Title: THE LAST STATIONMASTER

Genre: YA/Historical

Meet Nate Daniels, a fifteen-year-old middle-class African-American with a reputation for pranks. His parents worries he's becoming a juvenile delinquent and send him to his grandparents' North Carolina farm for the summer. But soon after he arrives, Nate uncovers a long kept family secret.

Nate learns the farm has been passed through the family since antebellum times. He questions how his African-American forefathers ran the farm during slavery, but no one wants to talk about it.
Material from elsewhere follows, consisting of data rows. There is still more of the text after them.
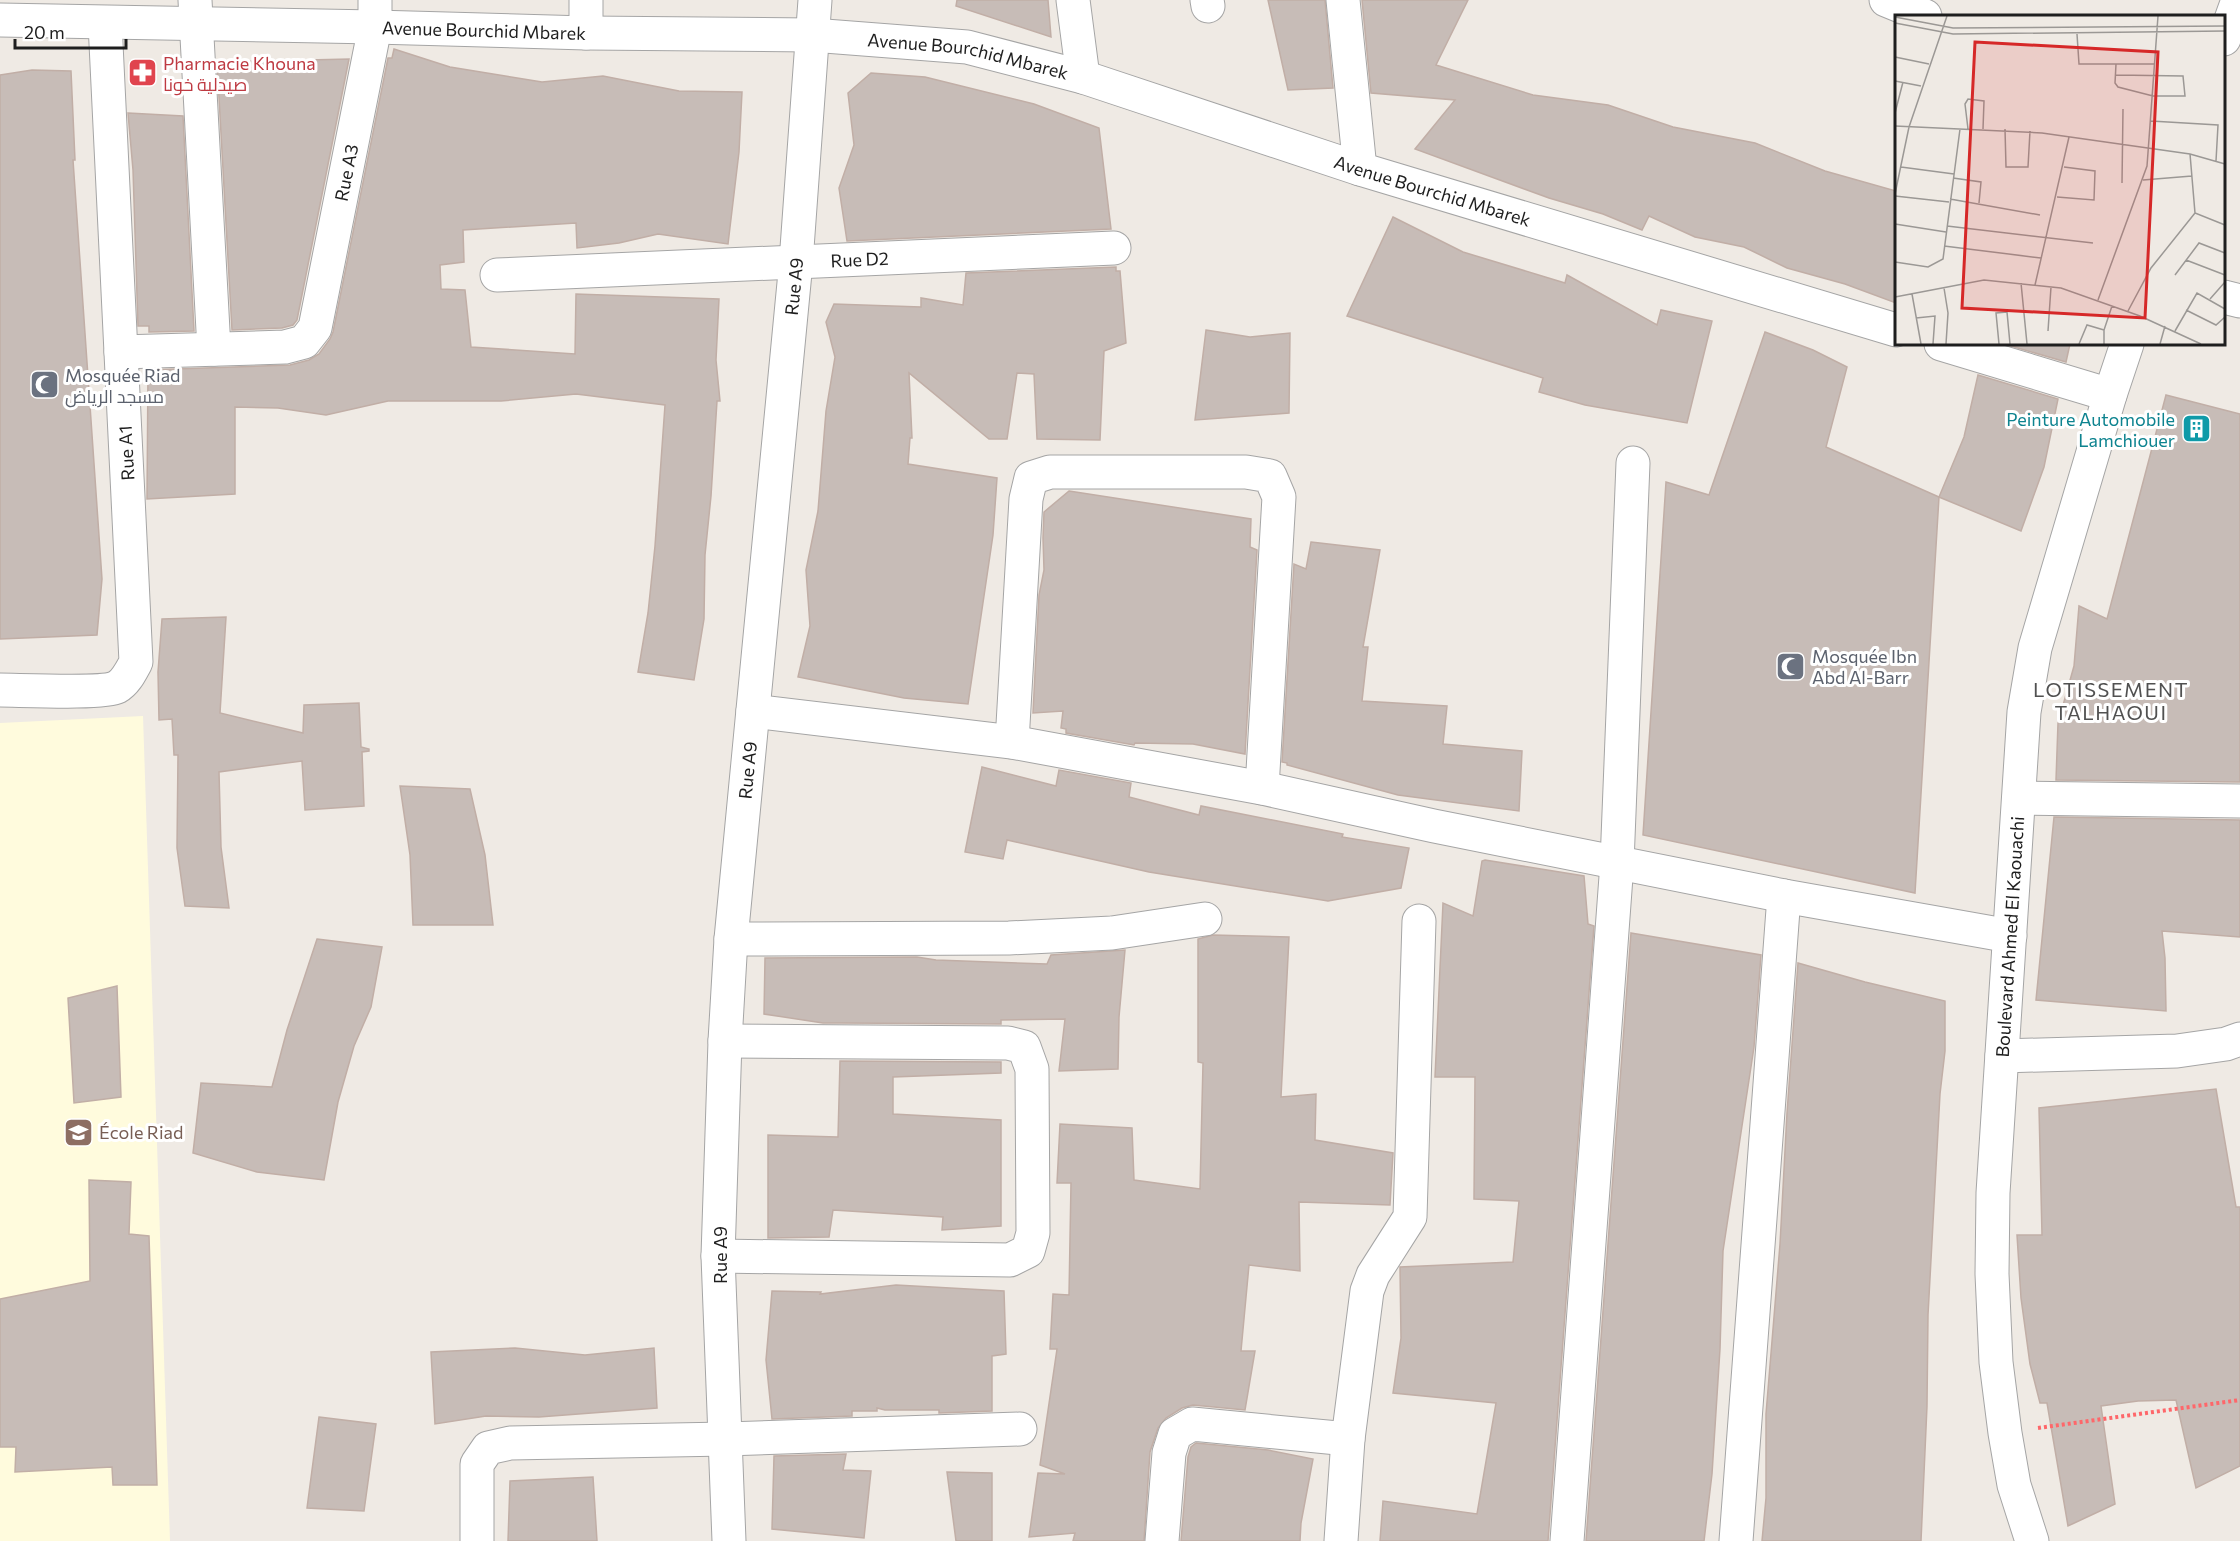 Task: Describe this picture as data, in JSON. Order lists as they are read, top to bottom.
{
  "streets": {
    "street": [
      "Avenue Bourchid Mbarek",
      "Rue A3",
      "Rue D2",
      "Rue A9",
      "Rue A1",
      "Boulevard Ahmed El Kaouachi"
    ]
  },
  "crossings": [
    ["Avenue Bourchid Mbarek", "Rue A3"],
    ["Avenue Bourchid Mbarek", "Rue A9"],
    ["Avenue Bourchid Mbarek", "Rue A1"],
    ["Rue D2", "Rue A9"]
  ],
  "districts": ["LOTISSEMENT TALHAOUI"],
  "places": {
    "pharmacy": ["Pharmacie Khouna صيدلية خونا"],
    "mosque": ["Mosquée Riad مسجد الرياض", "Mosquée Ibn Abd Al-Barr"],
    "building": ["Peinture Automobile Lamchiouer"],
    "school or university": ["École Riad"]
  },
  "scale_bar": "20 m"
} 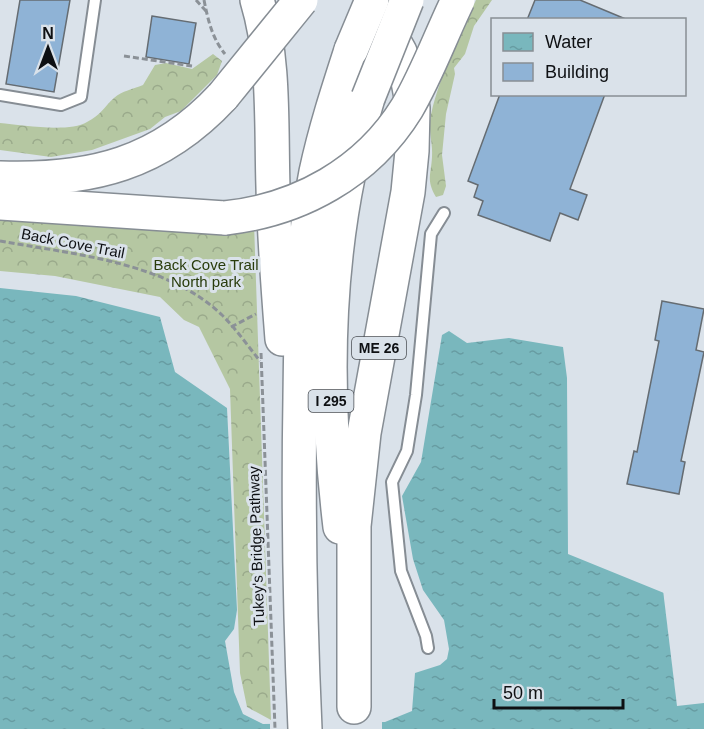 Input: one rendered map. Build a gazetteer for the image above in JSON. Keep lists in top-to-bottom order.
{
  "streets": {
    "highway": ["ME 26", "I 295"],
    "path": ["Back Cove Trail", "Tukey's Bridge Pathway"]
  },
  "crossings": [
    ["Back Cove Trail", "Tukey's Bridge Pathway"],
    ["ME 26", "I 295"],
    ["I 295", "Tukey's Bridge Pathway"]
  ],
  "parks": ["Back Cove Trail North park"],
  "legend": ["Water", "Building"],
  "scale_bar": "50 m",
  "north": "top"
}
With laptop and cell phone privileges revoked, Nate's efforts to research the farm's history stalls until he meets Hannah and her brother. The snooping trio uncovers a link between the farm and the Underground Railroad. Good, right? But more research suggests that Nate's very distant and very black grandfather owned slaves.

Things get complicated when Nate finds an accused terrorist hiding on the farm. But when the terrorist saves Nate's life, it convinces Nate he's innocent. To evade disaster Nate must discover the secrets of the farm, deliver the terrorist to safety, and become THE LAST STATIONMASTER.

11 comments:

  1. Hi Shelliep!

    Overall, I think this is a good query with the potential to be great. I believe queries should always have some sort of punch in the beginning. You don't want to start off too dry or you may lose the reader right away. I just think the intro needs a little fine-tuning, giving it a little more zing so to speak!

    I feel in your intro there is no need to write, "fifteen-year-old middle-class African-American". That's a bit of a mouthful and as you read, it's clear Nate is African-American and comes from a caring all American family, just at the mere fact that his "worried parents" send him off to the grandparents and later on you mention his heritage at least twice.

    It's hard to give dead-on advice, since I haven't read your novel (which really sounds awesome), so please forgive me if my intro misses the mark in terms of your story or writing style. Here is how I reworked the intro.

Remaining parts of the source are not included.